***** EXTRACTED MATERIAL *****

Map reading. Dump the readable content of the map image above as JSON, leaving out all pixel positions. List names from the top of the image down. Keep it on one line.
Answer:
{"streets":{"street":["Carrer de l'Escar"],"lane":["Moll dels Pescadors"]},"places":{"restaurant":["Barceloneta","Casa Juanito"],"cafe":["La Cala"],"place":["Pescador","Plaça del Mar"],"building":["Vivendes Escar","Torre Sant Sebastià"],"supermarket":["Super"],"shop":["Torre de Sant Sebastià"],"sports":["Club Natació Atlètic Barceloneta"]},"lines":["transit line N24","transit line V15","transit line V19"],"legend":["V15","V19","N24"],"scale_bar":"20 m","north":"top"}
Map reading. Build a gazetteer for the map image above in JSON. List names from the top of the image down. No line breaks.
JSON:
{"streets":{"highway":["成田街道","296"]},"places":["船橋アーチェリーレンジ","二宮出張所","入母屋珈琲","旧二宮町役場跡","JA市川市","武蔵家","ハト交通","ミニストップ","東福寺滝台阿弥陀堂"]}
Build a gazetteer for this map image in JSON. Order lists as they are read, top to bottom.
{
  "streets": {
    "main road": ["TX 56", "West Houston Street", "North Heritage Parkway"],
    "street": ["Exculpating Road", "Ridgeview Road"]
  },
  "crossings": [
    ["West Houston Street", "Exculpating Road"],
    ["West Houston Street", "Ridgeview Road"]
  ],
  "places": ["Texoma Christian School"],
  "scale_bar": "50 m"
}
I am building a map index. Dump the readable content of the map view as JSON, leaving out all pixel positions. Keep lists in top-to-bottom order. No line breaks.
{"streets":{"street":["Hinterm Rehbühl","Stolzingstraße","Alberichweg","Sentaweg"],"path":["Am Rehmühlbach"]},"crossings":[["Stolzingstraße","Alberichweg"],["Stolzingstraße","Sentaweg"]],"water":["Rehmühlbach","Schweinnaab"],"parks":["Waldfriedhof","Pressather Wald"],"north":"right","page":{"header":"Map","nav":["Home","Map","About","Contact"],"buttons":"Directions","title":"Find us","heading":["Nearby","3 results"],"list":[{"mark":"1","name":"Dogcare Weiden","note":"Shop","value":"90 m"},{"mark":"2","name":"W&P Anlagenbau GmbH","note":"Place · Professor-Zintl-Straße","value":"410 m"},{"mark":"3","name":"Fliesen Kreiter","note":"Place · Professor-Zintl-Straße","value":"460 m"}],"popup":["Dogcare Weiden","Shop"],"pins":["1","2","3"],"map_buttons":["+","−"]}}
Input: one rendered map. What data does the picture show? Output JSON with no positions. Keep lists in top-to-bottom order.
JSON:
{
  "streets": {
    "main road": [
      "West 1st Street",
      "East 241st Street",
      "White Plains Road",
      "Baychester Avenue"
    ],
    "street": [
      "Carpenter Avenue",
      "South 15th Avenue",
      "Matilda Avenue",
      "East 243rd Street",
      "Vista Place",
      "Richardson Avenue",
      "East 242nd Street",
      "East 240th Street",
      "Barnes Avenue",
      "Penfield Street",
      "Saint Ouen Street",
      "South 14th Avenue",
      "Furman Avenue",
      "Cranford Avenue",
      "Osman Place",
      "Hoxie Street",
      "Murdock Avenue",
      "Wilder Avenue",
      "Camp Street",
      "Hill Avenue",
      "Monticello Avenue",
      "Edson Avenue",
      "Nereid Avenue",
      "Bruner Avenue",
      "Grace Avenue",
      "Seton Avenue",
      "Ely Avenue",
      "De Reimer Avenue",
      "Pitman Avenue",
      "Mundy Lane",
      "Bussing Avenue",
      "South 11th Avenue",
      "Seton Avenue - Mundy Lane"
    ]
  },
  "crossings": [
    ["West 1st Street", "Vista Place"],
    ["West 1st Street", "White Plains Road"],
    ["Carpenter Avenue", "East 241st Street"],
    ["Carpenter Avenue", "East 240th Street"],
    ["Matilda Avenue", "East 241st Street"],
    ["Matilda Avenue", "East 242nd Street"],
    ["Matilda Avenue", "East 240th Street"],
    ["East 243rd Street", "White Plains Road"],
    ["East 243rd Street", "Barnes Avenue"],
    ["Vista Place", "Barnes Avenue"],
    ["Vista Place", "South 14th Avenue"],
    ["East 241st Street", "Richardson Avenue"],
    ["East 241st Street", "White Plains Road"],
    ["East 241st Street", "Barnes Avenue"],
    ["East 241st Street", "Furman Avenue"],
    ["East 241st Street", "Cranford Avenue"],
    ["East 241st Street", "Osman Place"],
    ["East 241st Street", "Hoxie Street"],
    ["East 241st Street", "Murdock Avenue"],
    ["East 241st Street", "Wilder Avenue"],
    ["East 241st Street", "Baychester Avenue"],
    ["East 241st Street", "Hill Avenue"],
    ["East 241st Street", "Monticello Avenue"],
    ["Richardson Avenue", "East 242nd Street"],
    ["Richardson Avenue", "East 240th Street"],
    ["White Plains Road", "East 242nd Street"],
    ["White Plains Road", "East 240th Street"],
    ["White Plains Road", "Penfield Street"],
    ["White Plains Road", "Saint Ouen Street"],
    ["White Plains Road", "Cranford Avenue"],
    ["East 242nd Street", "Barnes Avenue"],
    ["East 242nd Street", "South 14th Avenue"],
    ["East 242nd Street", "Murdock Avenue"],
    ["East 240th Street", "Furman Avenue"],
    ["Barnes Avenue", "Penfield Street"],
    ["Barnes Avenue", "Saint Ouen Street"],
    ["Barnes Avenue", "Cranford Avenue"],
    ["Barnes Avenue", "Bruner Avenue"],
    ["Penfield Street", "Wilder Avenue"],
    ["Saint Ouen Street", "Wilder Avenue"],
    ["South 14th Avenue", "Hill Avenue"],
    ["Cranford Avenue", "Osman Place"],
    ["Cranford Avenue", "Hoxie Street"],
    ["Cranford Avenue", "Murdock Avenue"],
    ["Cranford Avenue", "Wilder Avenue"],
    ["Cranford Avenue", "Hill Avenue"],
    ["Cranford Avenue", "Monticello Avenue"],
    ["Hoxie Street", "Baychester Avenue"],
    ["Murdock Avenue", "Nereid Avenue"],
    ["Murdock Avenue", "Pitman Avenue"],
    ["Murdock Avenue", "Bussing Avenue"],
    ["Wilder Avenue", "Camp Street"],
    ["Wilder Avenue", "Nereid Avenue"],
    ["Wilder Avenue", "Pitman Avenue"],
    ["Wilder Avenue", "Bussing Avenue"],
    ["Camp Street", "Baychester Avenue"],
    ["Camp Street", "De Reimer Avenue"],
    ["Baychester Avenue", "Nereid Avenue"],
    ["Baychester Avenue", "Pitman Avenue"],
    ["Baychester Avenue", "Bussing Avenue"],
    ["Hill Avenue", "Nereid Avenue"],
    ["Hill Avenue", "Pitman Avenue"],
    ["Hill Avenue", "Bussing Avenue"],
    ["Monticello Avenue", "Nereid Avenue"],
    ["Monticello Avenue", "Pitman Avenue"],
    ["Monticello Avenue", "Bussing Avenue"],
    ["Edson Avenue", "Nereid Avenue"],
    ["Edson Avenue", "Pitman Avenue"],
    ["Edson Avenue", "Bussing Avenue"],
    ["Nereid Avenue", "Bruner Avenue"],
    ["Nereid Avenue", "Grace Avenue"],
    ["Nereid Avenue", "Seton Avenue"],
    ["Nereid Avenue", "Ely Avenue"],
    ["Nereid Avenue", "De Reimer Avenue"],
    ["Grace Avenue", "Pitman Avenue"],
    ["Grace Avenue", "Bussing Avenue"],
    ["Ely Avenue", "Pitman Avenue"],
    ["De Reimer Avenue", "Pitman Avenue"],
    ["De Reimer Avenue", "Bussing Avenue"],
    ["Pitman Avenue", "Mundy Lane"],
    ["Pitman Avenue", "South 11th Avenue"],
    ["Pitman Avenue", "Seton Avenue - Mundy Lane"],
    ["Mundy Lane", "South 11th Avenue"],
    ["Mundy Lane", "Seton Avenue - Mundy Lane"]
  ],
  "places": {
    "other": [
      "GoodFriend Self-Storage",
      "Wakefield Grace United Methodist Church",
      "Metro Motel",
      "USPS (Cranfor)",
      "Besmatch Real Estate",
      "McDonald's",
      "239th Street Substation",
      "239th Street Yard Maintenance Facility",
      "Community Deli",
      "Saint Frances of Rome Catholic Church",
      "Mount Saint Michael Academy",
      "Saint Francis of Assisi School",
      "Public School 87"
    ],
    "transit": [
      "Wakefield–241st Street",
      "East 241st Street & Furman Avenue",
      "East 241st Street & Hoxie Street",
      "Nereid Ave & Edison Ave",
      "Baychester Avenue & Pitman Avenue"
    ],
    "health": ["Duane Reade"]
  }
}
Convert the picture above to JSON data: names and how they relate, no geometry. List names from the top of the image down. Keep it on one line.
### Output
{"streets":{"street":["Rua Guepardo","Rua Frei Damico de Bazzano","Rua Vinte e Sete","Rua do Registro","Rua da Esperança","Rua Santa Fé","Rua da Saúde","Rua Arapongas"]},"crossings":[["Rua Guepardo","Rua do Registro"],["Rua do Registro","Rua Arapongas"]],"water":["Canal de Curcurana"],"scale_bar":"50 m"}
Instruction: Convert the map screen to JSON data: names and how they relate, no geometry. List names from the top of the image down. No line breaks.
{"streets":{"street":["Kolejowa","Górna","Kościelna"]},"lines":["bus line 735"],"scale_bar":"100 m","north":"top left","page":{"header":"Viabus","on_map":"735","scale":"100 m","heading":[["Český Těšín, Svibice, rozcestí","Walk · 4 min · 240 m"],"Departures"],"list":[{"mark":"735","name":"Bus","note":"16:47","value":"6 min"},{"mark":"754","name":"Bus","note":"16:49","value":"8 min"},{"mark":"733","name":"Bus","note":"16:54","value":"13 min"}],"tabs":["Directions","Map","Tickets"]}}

*****

WORK REQUIRED: Copy each line of the data that includes the word "Plains".

SOLUTION TO THIS PROBLEM:
      "White Plains Road",
    ["West 1st Street", "White Plains Road"],
    ["East 243rd Street", "White Plains Road"],
    ["East 241st Street", "White Plains Road"],
    ["White Plains Road", "East 242nd Street"],
    ["White Plains Road", "East 240th Street"],
    ["White Plains Road", "Penfield Street"],
    ["White Plains Road", "Saint Ouen Street"],
    ["White Plains Road", "Cranford Avenue"],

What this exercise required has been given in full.